Exercise:
Transcribe every entry verbatim; omit pictures.
[Data records — start]
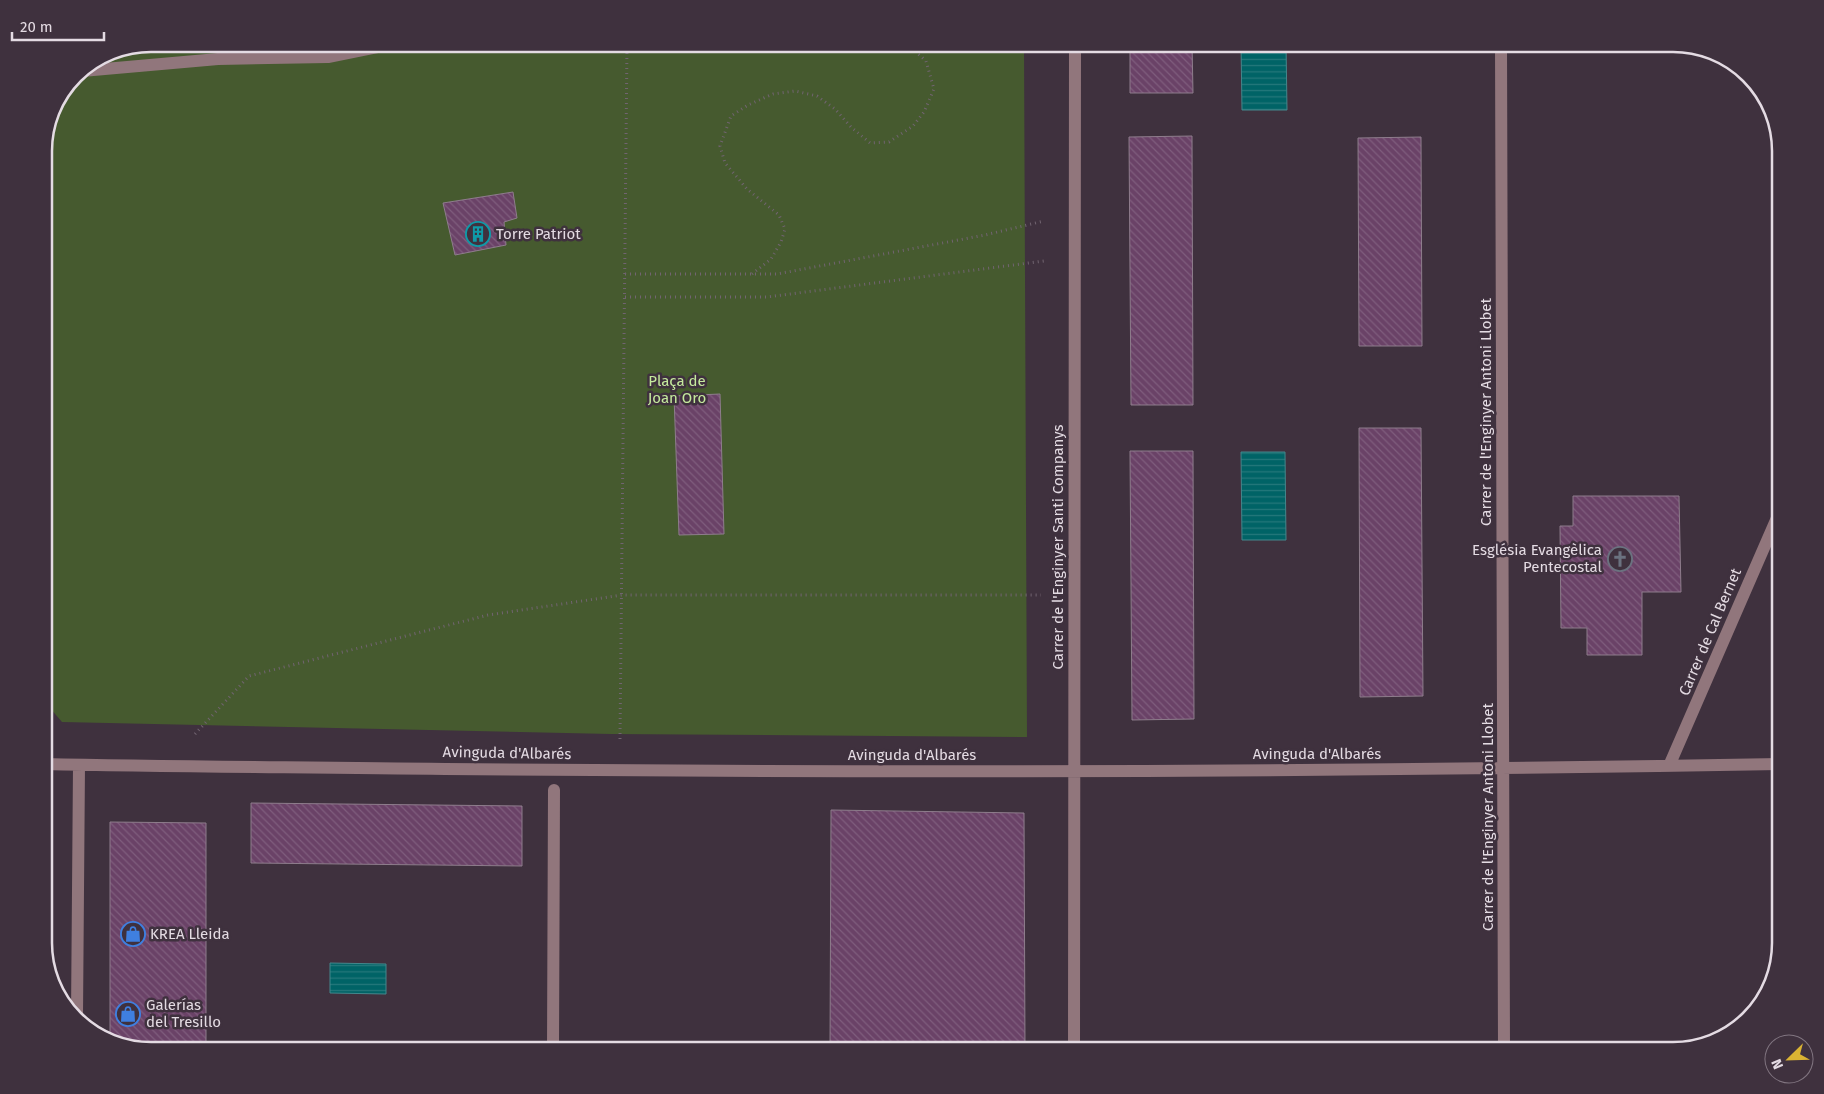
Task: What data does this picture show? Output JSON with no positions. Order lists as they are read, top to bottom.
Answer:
{
  "streets": {
    "street": [
      "Carrer de l'Enginyer Antoni Llobet",
      "Carrer de l'Enginyer Santi Companys",
      "Carrer de Cal Bernet",
      "Avinguda d'Albarés"
    ]
  },
  "crossings": [
    ["Carrer de l'Enginyer Antoni Llobet", "Avinguda d'Albarés"],
    ["Carrer de l'Enginyer Santi Companys", "Avinguda d'Albarés"],
    ["Carrer de Cal Bernet", "Avinguda d'Albarés"]
  ],
  "parks": ["Plaça de Joan Oro"],
  "places": {
    "building": ["Torre Patriot"],
    "church": ["Església Evangèlica Pentecostal"],
    "shop": ["KREA Lleida", "Galerías del Tresillo"]
  },
  "scale_bar": "20 m",
  "north": "bottom left"
}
[Data records — finish]
Exercise output:
Task: What data does this picture show? Output JSON with no positions. Order lists as they are read, top to bottom.
Answer:
{
  "streets": {
    "street": [
      "Carrer de l'Enginyer Antoni Llobet",
      "Carrer de l'Enginyer Santi Companys",
      "Carrer de Cal Bernet",
      "Avinguda d'Albarés"
    ]
  },
  "crossings": [
    ["Carrer de l'Enginyer Antoni Llobet", "Avinguda d'Albarés"],
    ["Carrer de l'Enginyer Santi Companys", "Avinguda d'Albarés"],
    ["Carrer de Cal Bernet", "Avinguda d'Albarés"]
  ],
  "parks": ["Plaça de Joan Oro"],
  "places": {
    "building": ["Torre Patriot"],
    "church": ["Església Evangèlica Pentecostal"],
    "shop": ["KREA Lleida", "Galerías del Tresillo"]
  },
  "scale_bar": "20 m",
  "north": "bottom left"
}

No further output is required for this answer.